§ **GIVEN DATA**:
======

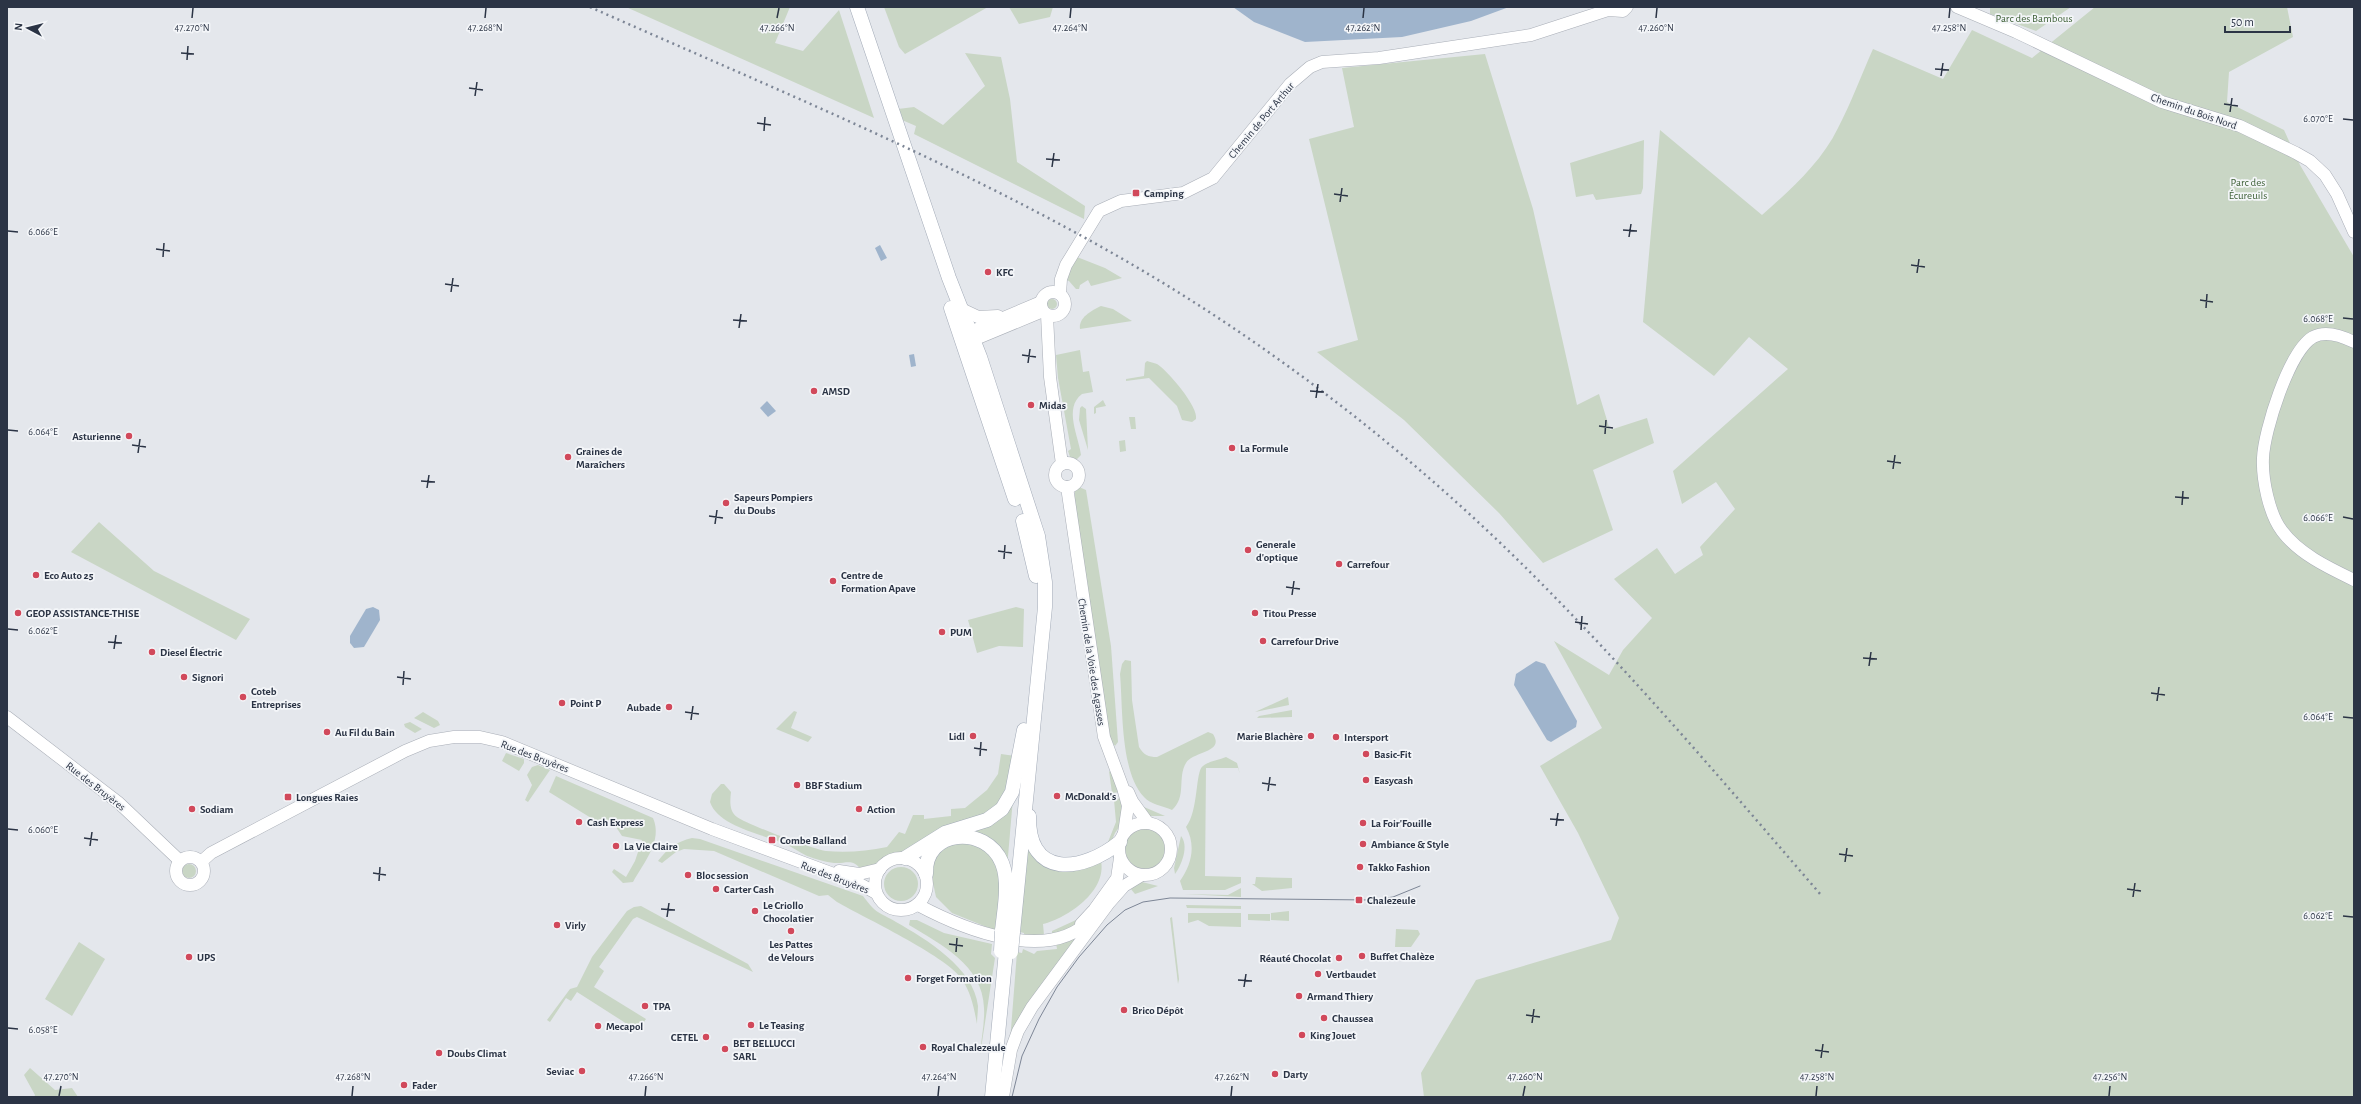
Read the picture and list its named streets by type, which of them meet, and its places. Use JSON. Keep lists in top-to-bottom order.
{
  "streets": {
    "street": [
      "Chemin du Bois Nord",
      "Chemin de Port Arthur",
      "Chemin de la Voie des Agasses",
      "Rue des Bruyères"
    ]
  },
  "crossings": [
    ["Chemin de Port Arthur", "Chemin de la Voie des Agasses"]
  ],
  "parks": ["Parc des Bambous", "Parc des Écureuils"],
  "places": {
    "transit": [
      "Camping",
      "Longues Raies",
      "Combe Balland",
      "Chalezeule"
    ],
    "other": [
      "KFC",
      "AMSD",
      "Midas",
      "Asturienne",
      "La Formule",
      "Graines de Maraîchers",
      "Sapeurs Pompiers du Doubs",
      "Generale d'optique",
      "Carrefour",
      "Eco Auto 25",
      "Centre de Formation Apave",
      "GEOP ASSISTANCE-THISE",
      "Titou Presse",
      "PUM",
      "Carrefour Drive",
      "Diesel Électric",
      "Signori",
      "Coteb Entreprises",
      "Point P",
      "Aubade",
      "Au Fil du Bain",
      "Lidl",
      "Marie Blachère",
      "Intersport",
      "Basic-Fit",
      "Easycash",
      "BBF Stadium",
      "McDonald's",
      "Sodiam",
      "Action",
      "Cash Express",
      "La Foir'Fouille",
      "Ambiance & Style",
      "La Vie Claire",
      "Takko Fashion",
      "Bloc session",
      "Carter Cash",
      "Le Criollo Chocolatier",
      "Virly",
      "Les Pattes de Velours",
      "Buffet Chalèze",
      "UPS",
      "Réauté Chocolat",
      "Vertbaudet",
      "Forget Formation",
      "Armand Thiery",
      "TPA",
      "Brico Dépôt",
      "Chaussea",
      "Le Teasing",
      "Mecapol",
      "King Jouet",
      "CETEL",
      "Royal Chalezeule",
      "BET BELLUCCI SARL",
      "Doubs Climat",
      "Seviac",
      "Darty",
      "Fader"
    ]
  },
  "scale_bar": "50 m",
  "north": "left",
  "coordinates": [
    "47.270°N",
    "47.268°N",
    "47.266°N",
    "47.264°N",
    "47.262°N",
    "47.260°N",
    "47.258°N",
    "6.070°E",
    "6.066°E",
    "6.068°E",
    "6.064°E",
    "6.062°E",
    "6.060°E",
    "6.058°E",
    "47.256°N"
  ]
}
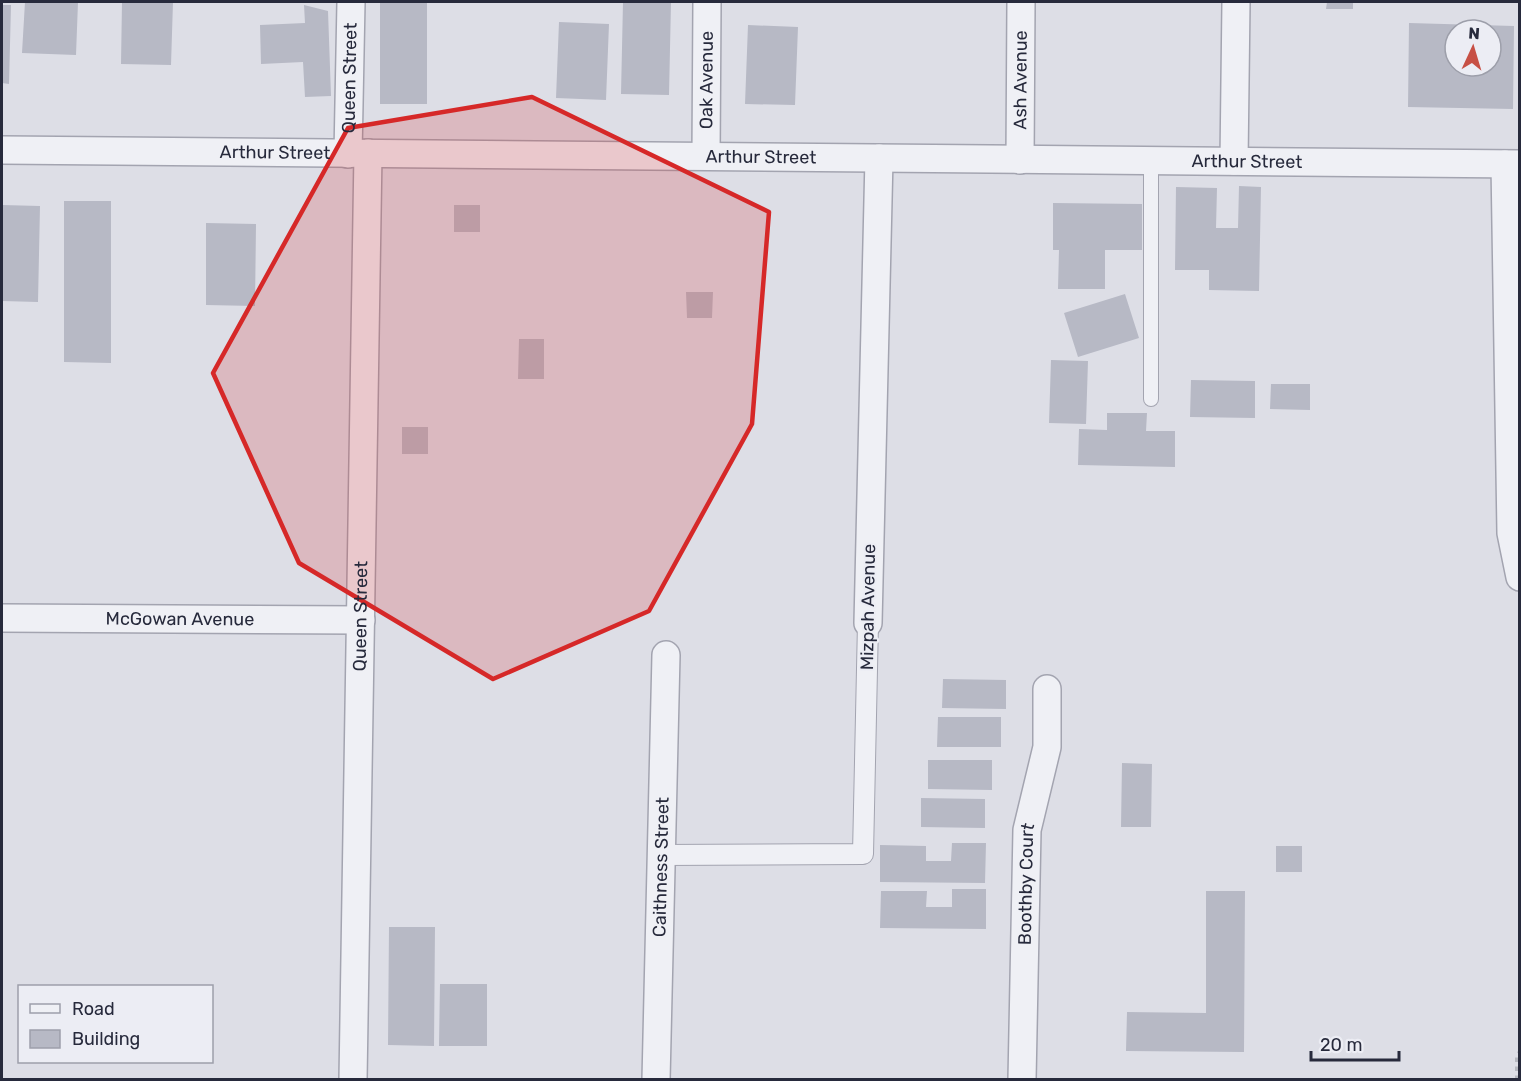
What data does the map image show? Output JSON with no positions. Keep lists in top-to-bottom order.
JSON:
{
  "streets": {
    "street": [
      "Queen Street",
      "Oak Avenue",
      "Ash Avenue",
      "Arthur Street",
      "Mizpah Avenue",
      "McGowan Avenue",
      "Caithness Street",
      "Boothby Court"
    ]
  },
  "crossings": [
    ["Queen Street", "Arthur Street"],
    ["Queen Street", "McGowan Avenue"],
    ["Oak Avenue", "Arthur Street"],
    ["Ash Avenue", "Arthur Street"],
    ["Arthur Street", "Mizpah Avenue"],
    ["Mizpah Avenue", "Caithness Street"]
  ],
  "legend": ["Road", "Building"],
  "scale_bar": "20 m",
  "north": "top"
}
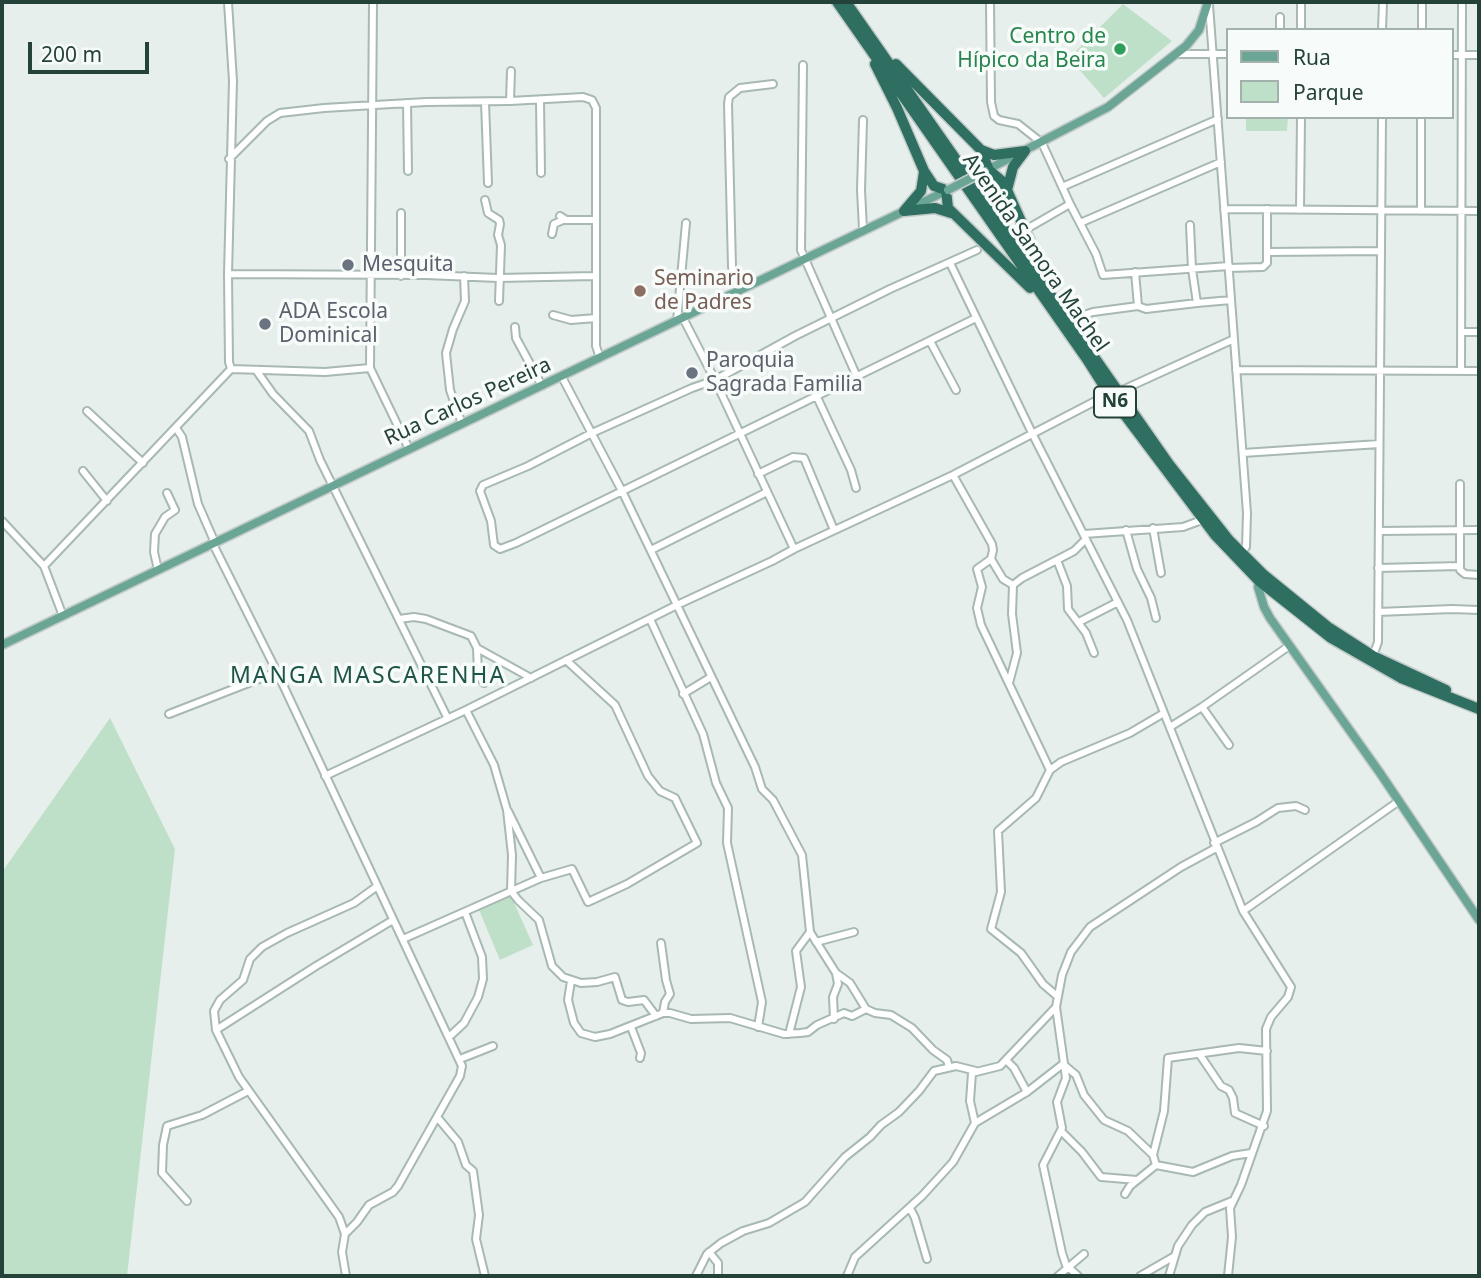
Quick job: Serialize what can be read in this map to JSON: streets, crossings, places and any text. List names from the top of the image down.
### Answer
{
  "streets": {
    "highway": ["Avenida Samora Machel", "N6"],
    "main road": ["Rua Carlos Pereira"]
  },
  "districts": ["MANGA MASCARENHA"],
  "places": [
    "Centro de Hípico da Beira",
    "Mesquita",
    "Seminario de Padres",
    "ADA Escola Dominical",
    "Paroquia Sagrada Familia"
  ],
  "legend": ["Rua", "Parque"],
  "scale_bar": "200 m"
}
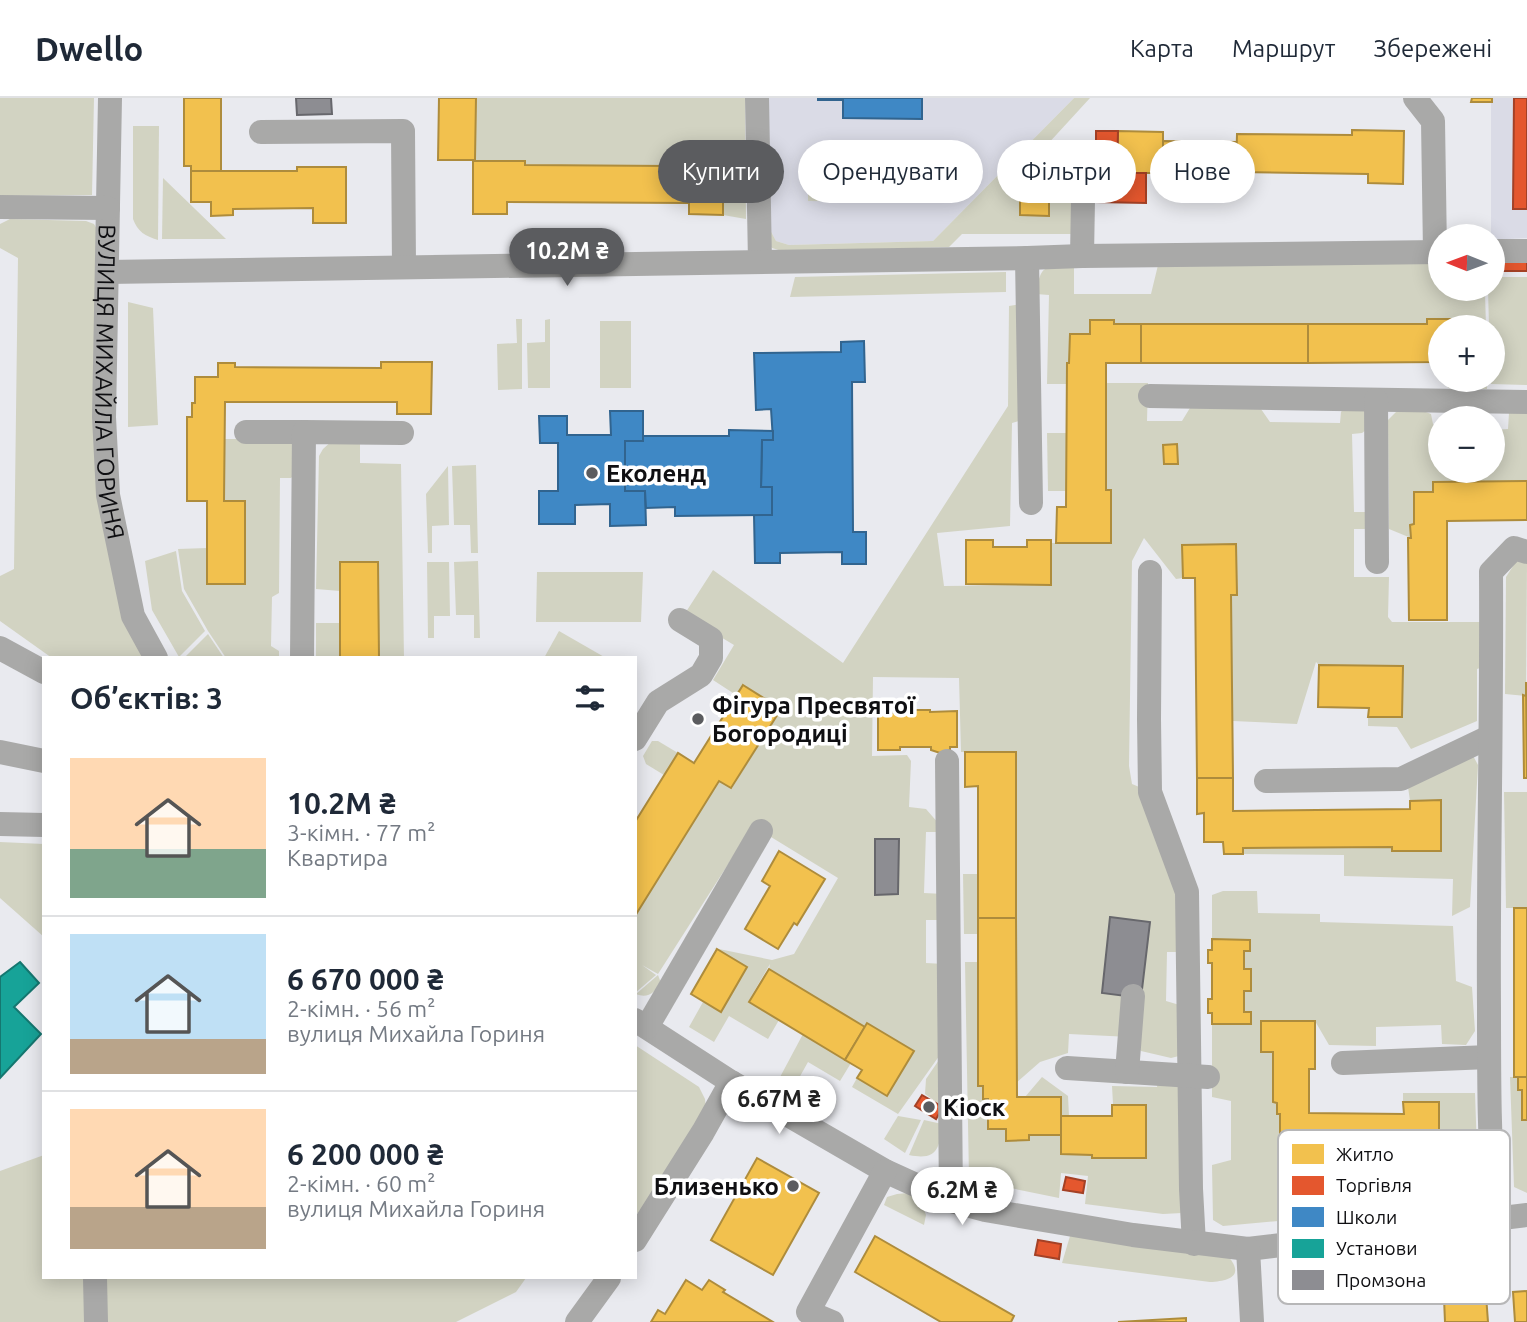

======

§ **PROBLEM TO WORK ON**: The expected output is an exact retyping of the lines from the line with "What data does" through the last line of the data, with both ends kept and the pictures dropped.

§ **OUTPUT BELOW**:
What data does the map image show? Output JSON with no positions. Keep lists in top-to-bottom order.
JSON:
{
  "streets": {
    "street": [
      "Queen Street",
      "Oak Avenue",
      "Ash Avenue",
      "Arthur Street",
      "Mizpah Avenue",
      "McGowan Avenue",
      "Caithness Street",
      "Boothby Court"
    ]
  },
  "crossings": [
    ["Queen Street", "Arthur Street"],
    ["Queen Street", "McGowan Avenue"],
    ["Oak Avenue", "Arthur Street"],
    ["Ash Avenue", "Arthur Street"],
    ["Arthur Street", "Mizpah Avenue"],
    ["Mizpah Avenue", "Caithness Street"]
  ],
  "legend": ["Road", "Building"],
  "scale_bar": "20 m",
  "north": "top"
}
Quick job: Serialize what can be read in this map to JSON: streets, crossings, places and any text. List names from the top of the image down.
### Answer
{
  "streets": {
    "highway": ["Avenida Samora Machel", "N6"],
    "main road": ["Rua Carlos Pereira"]
  },
  "districts": ["MANGA MASCARENHA"],
  "places": [
    "Centro de Hípico da Beira",
    "Mesquita",
    "Seminario de Padres",
    "ADA Escola Dominical",
    "Paroquia Sagrada Familia"
  ],
  "legend": ["Rua", "Parque"],
  "scale_bar": "200 m"
}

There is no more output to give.